On Wed, 2006-04-12 at 06:18 -0700, Mike Stankovic wrote:
--- Karanbir Singh mail-lists@karan.org wrote:
Mike Stankovic wrote:
That is from the bad-old-fedora days when
connecting
to remote servers over inconsistent connections
was
the order of the day.
CentOS isnt Fedora, so lets not try and offer advice based on non-CentOS experiences. if you must - label it to be such.
Kudos for CentOS which rids me of this menace.
Still 4.0 -> 4.3 is a big upgrade and
selinux/yum/apt
have all changed.
I dont see how that is relevant in this case....
There is no need for a high-handed response.

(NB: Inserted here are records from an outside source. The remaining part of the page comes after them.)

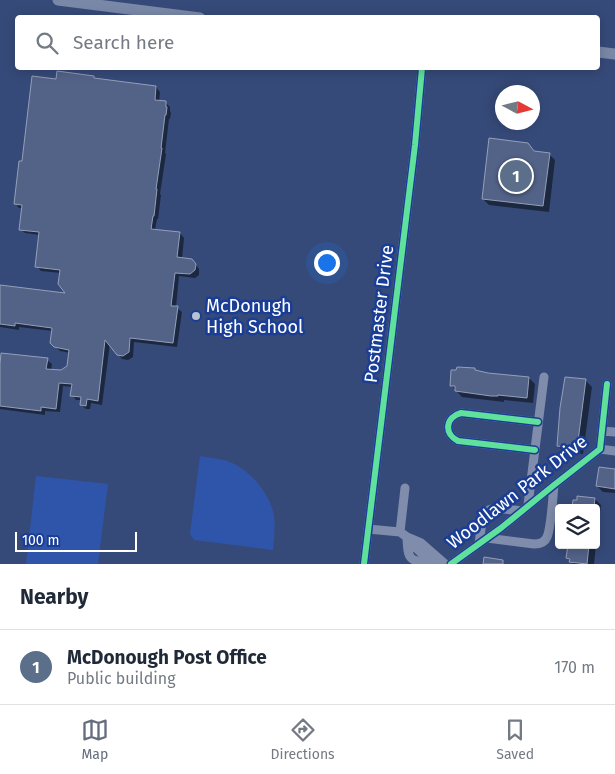 <!DOCTYPE html>
<style>
body{margin:0;font-family:"Fira Sans",sans-serif;background:#f6f6f7;color:#1f2937}
.controls{position:absolute;right:15px;bottom:15px;display:grid;overflow:hidden;border-radius:5px;box-shadow:0 2px 12px #0003}
.controls button{width:45px;height:45px;display:grid;place-items:center;padding:0;border:0;border-bottom:1px solid #e0e1e3;background:#fff;color:#1f2937;font:25px sans-serif}
.compass{position:absolute;left:495px;top:85px;width:45px;height:45px;border-radius:50%;background:#fff;box-shadow:0 2px 12px #0003;rotate:97deg}
.scale{position:absolute;left:15px;bottom:12px;width:122px;box-sizing:border-box;padding-left:5px;border:2px solid #fff;border-top:0;font-size:14px;line-height:18px;white-space:nowrap;color:#fff;-webkit-text-stroke:4px #1a3e95;paint-order:stroke}
.you{position:absolute;left:326px;top:262px;width:18px;height:18px;margin:-12px;border:4px solid #fff;border-radius:50%;background:#1a73e8;box-shadow:0 0 0 8px #1a73e833}
.badge{display:grid;place-items:center;width:32px;height:32px;border-radius:50%;background:#646d7c;color:#fff;font-size:16px;font-weight:700}
.pin{position:absolute;translate:-50% -50%;border:2px solid #fff;box-shadow:0 1px 5px #0006}
.list{margin:0;padding:0;list-style:none}
h2{display:flex;justify-content:space-between;align-items:center;height:65px;margin:0;padding:0 20px;font-size:21px}
h2 small{font-size:16px;font-weight:400;color:#747a83}
.list li{display:grid;grid-template-columns:32px 1fr auto;gap:15px;align-items:center;box-sizing:border-box;height:75px;padding:0 20px;border-top:1px solid #e0e1e3}
.list b{display:block;font-size:19px;white-space:nowrap}
.list p{margin:0;font-size:16px;white-space:nowrap;color:#747a83}
.list em{font-size:16px;font-style:normal;color:#747a83}
.icon{flex:none;width:28px;height:28px;fill:none;stroke:currentColor;stroke-width:2;stroke-linecap:round;stroke-linejoin:round}
.map{position:relative;flex:none;width:615px;height:564px;overflow:hidden}
.search{position:absolute;background:#fff;box-shadow:0 2px 12px #0003;left:15px;right:15px;top:15px;height:55px;display:flex;align-items:center;gap:12px;box-sizing:border-box;padding:0 18px;border-radius:5px;color:#747a83;font-size:19px}
.sheet{height:140px;background:#fff}
nav{display:flex;justify-content:space-around;align-items:center;box-sizing:border-box;height:70px;border-top:1px solid #e0e1e3;background:#fff;font-size:14px;color:#747a83}
nav a{display:grid;justify-items:center;gap:2px}
nav .on{color:#646d7c}
.map>svg:first-child{display:block}
</style>
<div class="map">
<svg width="615" height="564" viewBox="0 0 615 564">
<rect width="100%" height="100%" fill="#364a79"/>
<!-- green -->
<path fill="#2f55ab" d="M200,456C209,458 218,458 227,461C248,468 267,490 273,511C276,524 274,537 273,550L194,540L190,534Z
M36,476L108,484L98,564H26Z"/>
<!-- shadow -->
<path fill="#0007" d="M93,77L97,80L156,87L160,92L159,102L166,103L170,107V111L171,113L170,119H169L165,153L166,154L160,194L161,195L158,219H157L155,230L180,233L184,238L182,259L196,265L199,269V275L195,278L179,276L176,307L182,312L177,347L134,342L133,357L128,360L122,359L110,343L102,405L91,403L90,409H86L81,405L82,400H76L72,395L73,387L63,386L60,412L45,411V415L0,409V368L47,360L52,364L51,371L61,372L68,367L70,353L60,351L55,346L53,331L19,327V330L0,327V286L68,295L61,273L41,271L37,266L40,235L25,233L20,229L23,208H19L15,203L23,163L57,80Z
M527,144L535,152L549,154L555,160L549,212L489,205L483,199Z
M529,378L535,384L533,403L504,400V402L462,397L451,385Z
M585,380L592,387L583,454L564,452L558,446Z
M615,470V493L603,492L597,486Z
M595,499L601,505L596,542V508H574Z
M569,545H596L594,564H573L568,558Z"/>
<!-- building -->
<path fill="#536388" stroke="#949fb9" d="M57,71L94,76V78L156,86L155,100L166,101V107H167L166,115H165L161,148H162L156,189H157L154,216H153L151,229L180,232L177,257L192,259L196,264L195,270L190,274L175,273L171,306H178L173,343L130,338L129,352L123,356L117,355L105,340L98,401L87,399L86,406L80,405L81,397L70,396L72,384L59,383L56,409L41,407V411L0,406V364L1,353L48,358L46,369L61,370L67,366L69,350L54,347L50,343L52,328L15,323V326L0,324V285L65,293L58,284L60,270L35,267L39,232L19,230L22,205L14,204L19,161H22L32,76L56,79Z
M489,138L528,143L534,151L550,153L543,206L482,199Z
M457,367L475,368V370L488,373L529,377L527,398L498,395V396H491L455,391V386H450L451,370H456Z
M565,377L586,379L577,449L557,446L560,408Z
M599,467L615,469V489L596,486Z
M577,496L595,498L594,508H572L573,500H577Z
M568,545H589L587,564L569,562L570,559L566,558Z
M484,557L503,560V564H483Z"/>
<g fill="none" stroke-linecap="round" stroke-linejoin="round">
<!-- street -->
<path stroke="#7f8cab" stroke-width="9" d="M602,431L615,432
M600,449L615,451
M535,450L458,441C443,433 446,417 461,413L538,422
M528,505L544,377
M368,529L400,532L407,537L415,547L433,564
M400,532L405,488
M407,537L421,543L445,564
M407,538C408,560 409,561 431,563
M487,538L534,544C540,544 545,542 547,537C551,529 553,495 554,485
M479,544C484,505 482,506 521,511
M364,564L415,145L422,68
M451,564L501,528L554,485L600,449L607,384"/>
<!-- secondary -->
<path stroke="#7a88a8" stroke-width="11" d="M58,0L200,18
M598,52L615,54"/>
<!-- cycleway casing -->
<g stroke="#1a3e95" stroke-width="9">
<path id="cycleway" d="M535,450L458,441C443,433 446,417 461,413L538,422
M364,564L415,145L422,68
M451,564L501,528L554,485L600,449L607,384"/>
</g>
<!-- cycleway -->
<use href="#cycleway" stroke="#60e19b" stroke-width="6"/>
</g>
<!-- markers -->
<circle fill="#b9c0d0" stroke="#1a3e95" stroke-width="2" cx="196" cy="316" r="5"/>
<g text-anchor="middle" stroke-width="5" stroke-linejoin="round" paint-order="stroke">
<!-- poi labels -->
<g font-size="18" fill="#fff" stroke="#1a3e95" text-anchor="start">
<text x="206" y="312">McDonugh<tspan x="206" dy="21">High School</tspan></text>
</g>
<!-- street labels -->
<g font-size="18" fill="#fff" stroke="#1a3e95">
<text transform="translate(379 314) rotate(-83)" y="6">Postmaster Drive</text>
<text transform="translate(517 492) rotate(-38)" y="6">Woodlawn Park Drive</text>
</g>
</g>
</svg>
<div class="controls">
<button><svg class="icon" aria-label="layers" viewBox="0 0 24 24"><path d="M12 4l9 5-9 5-9-5zM3 14l9 5 9-5"/></svg></button>
</div>
<svg class="compass" viewBox="-18 -18 36 36"><path d="M0-13l5 13h-10z" fill="#e53935"/><path d="M0 13l5-13h-10z" fill="#747a83"/></svg>
<div class="scale">100 m</div>
<div class="you"></div>
<div class="pin badge" style="left:516px;top:176px;background:#5c6f8a">1</div>
<div class="search"><svg class="icon" aria-label="search" viewBox="0 0 24 24"><circle cx="10" cy="10" r="6"/><path d="M15 15l6 6"/></svg>Search here</div>
</div>
<section class="sheet">
<h2>Nearby<small></small></h2>
<ul class="list">
<li><span class="badge" style="background:#5c6f8a">1</span><div><b>McDonough Post Office</b><p>Public building</p></div><em>170 m</em></li>
</ul>
</section>
<nav>
<a class="on"><svg class="icon" aria-label="map" viewBox="0 0 24 24"><path d="M3 6l6-2 6 2 6-2v14l-6 2-6-2-6 2zM9 4v14M15 6v14"/></svg>Map</a>
<a><svg class="icon" aria-label="directions" viewBox="0 0 24 24"><path d="M12 3l9 9-9 9-9-9zM9 14v-3h6M13 9l2 2-2 2"/></svg>Directions</a>
<a><svg class="icon" aria-label="saved" viewBox="0 0 24 24"><path d="M7 4h10v16l-5-4-5 4z"/></svg>Saved</a>
</nav>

selinux wont change any customised policy you might have in place. yum updates in the transactionset fine there is no apt included in the base distro
On most of my systems I make changes to the
default
config so perhaps my case is unique.
most people make changes / config tweaks to software they use... thats why the .rpmnew and .rpmsave are a good thing !!
you might want to read up on package policy and tree policy on CentOS a bit. you seem much confused between Fedora and CentOS
Have you tried a 4.0 -> 4.3 directly over an inconsistent internet connection?
Any major updates on an inconsistent Internet connection can cause problems.
We have addressed that by adding 10 mirrors to the update system ...
There should be failover protection (assuming you install yum and centos-yumconf first).
That said, IF one has inconsistent internet connectivity, they should definitely do large updates in chunks ... as a yum (and rpm) can cause duplicate packages if it is interrupted after the install stage and before the cleanup stage.
I have done numerous 4.0 -> 4.3 test upgrades as a test ... and I did not have a problem at all. (BTW, the 4.1 -> 4.2 problem won't happen on 4.0 -> 4.3 ... or even 4.1 -> 4.3 ... only 4.1 -> 4.2).
There is no problem with being cautious ... and taking the install in chunks can minimize problems as long as you use yum and do package dependency checking. BUT ... for the average user with a standard broadband connection, utilizing the standard update method from centos- yumconf-4.5 with geoip mirrors and failover a normal "yum upgrade" should be safe enough.
We do want everyone to understand that in previous upgrade cycles we recognize that there was problems, which is why we spent the time to design the new update system for CentOS-4 2 months ago: http://www.centos.org/modules/news/article.php?storyid=118
So, some of the concerns of the past have been addressed. At the same time, it is hard to be too cautious :)
Yes as you missed my last post, we cannot jump to conclusions without knowing the exact situation the original poster is in. There is no confusion between Fedora and CentOS (in my mind), and you yourself said there was an issue from 4.1 -> 4.2 What changes/updates has he made to the system?
That is true as well ... other than he was running 4.0 and wants to run 4.3, we don't know much else.
If I was overly concerned about updates and Internet connectivity though, I would just maintain a local mirror (and I do :). I would also test the update on a test system prior to upgrading an extremely important production system (and I do :).